DATA SHOWN:
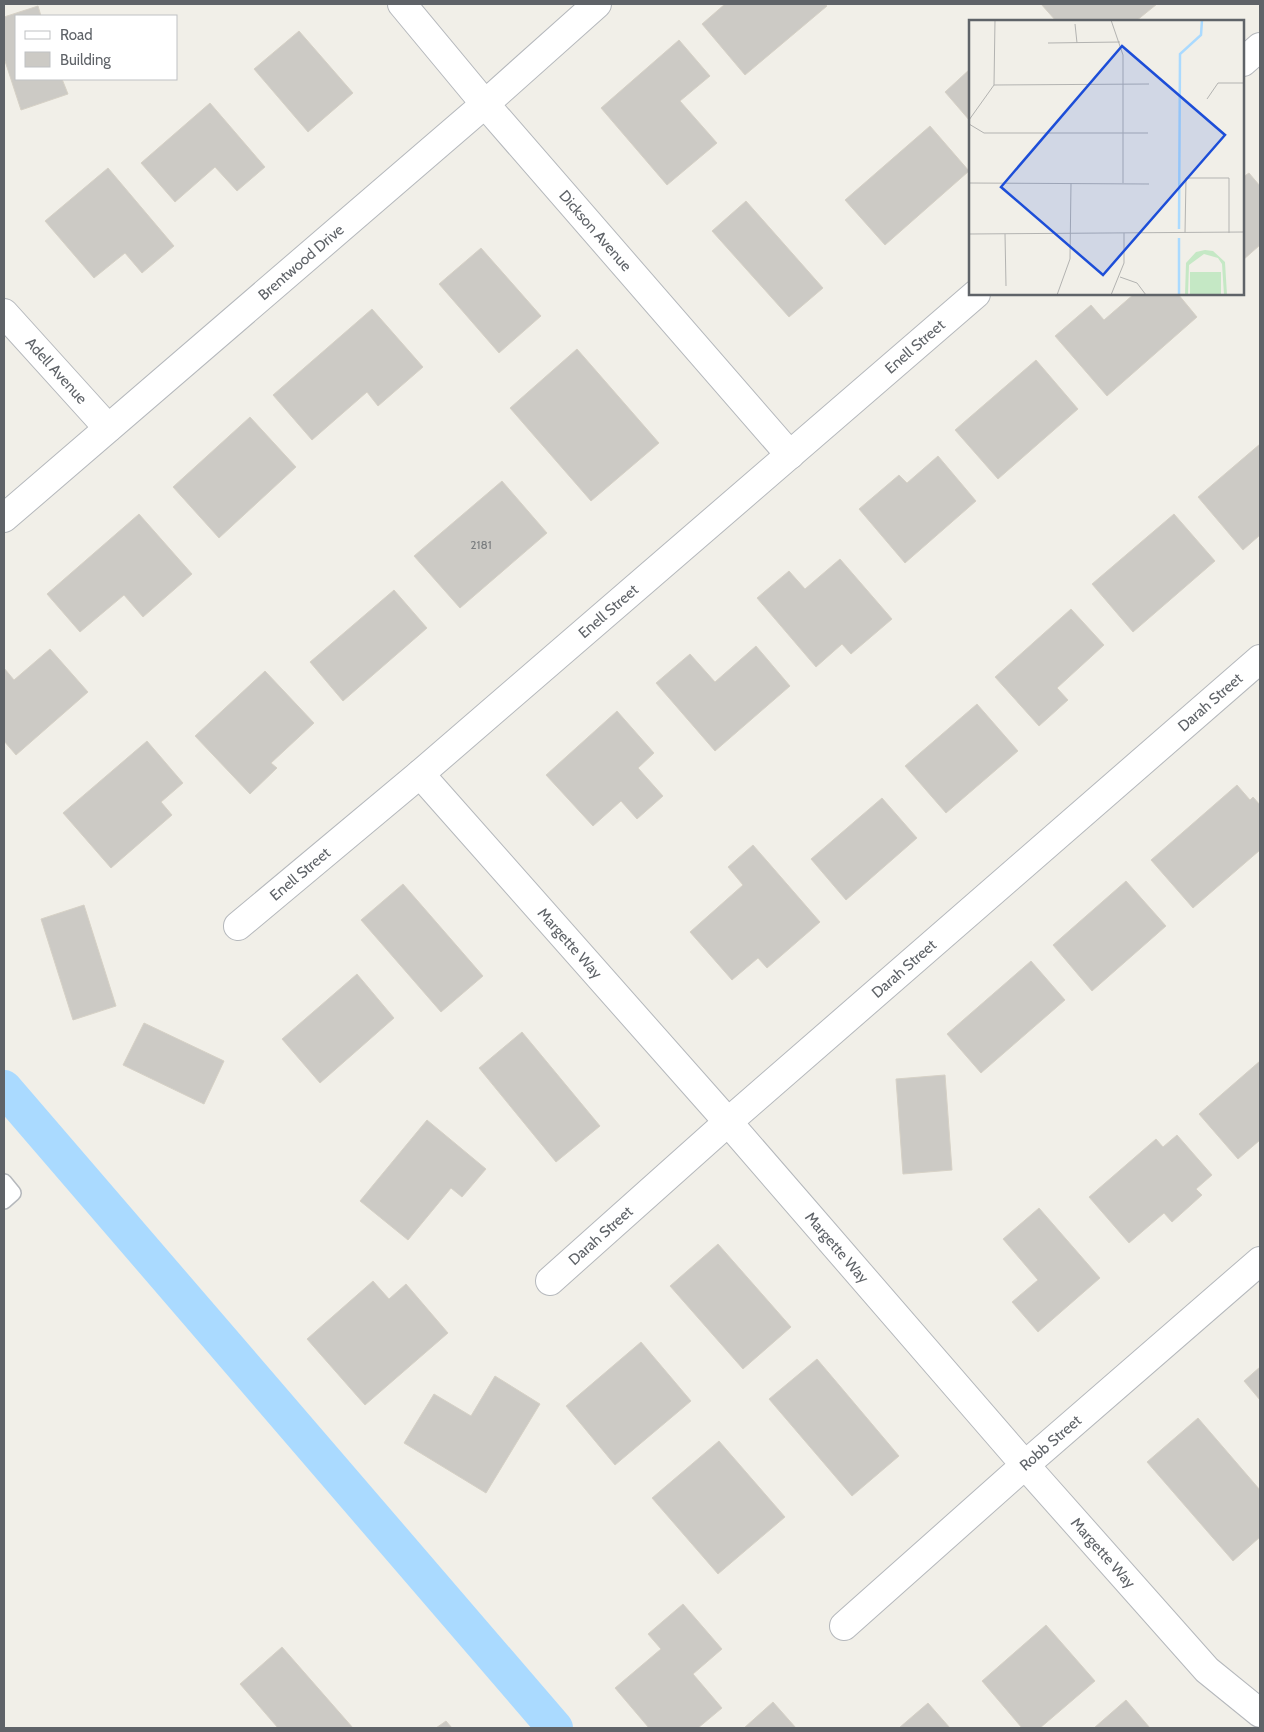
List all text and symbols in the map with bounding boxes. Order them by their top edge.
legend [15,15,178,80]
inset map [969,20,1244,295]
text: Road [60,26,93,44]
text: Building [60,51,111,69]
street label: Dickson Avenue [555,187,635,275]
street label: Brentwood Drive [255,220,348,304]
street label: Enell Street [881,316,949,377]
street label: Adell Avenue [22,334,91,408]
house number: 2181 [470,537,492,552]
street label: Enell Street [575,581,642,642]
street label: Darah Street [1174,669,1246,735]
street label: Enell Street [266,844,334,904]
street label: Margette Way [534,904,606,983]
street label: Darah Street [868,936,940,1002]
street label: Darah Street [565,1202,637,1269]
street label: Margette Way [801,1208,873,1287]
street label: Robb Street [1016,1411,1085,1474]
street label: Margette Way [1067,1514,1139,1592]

EXERCISE: Each line in which the string "Margette" is found must be copied from the data.

ANSWER SECTION:
street label: Margette Way [534,904,606,983]
street label: Margette Way [801,1208,873,1287]
street label: Margette Way [1067,1514,1139,1592]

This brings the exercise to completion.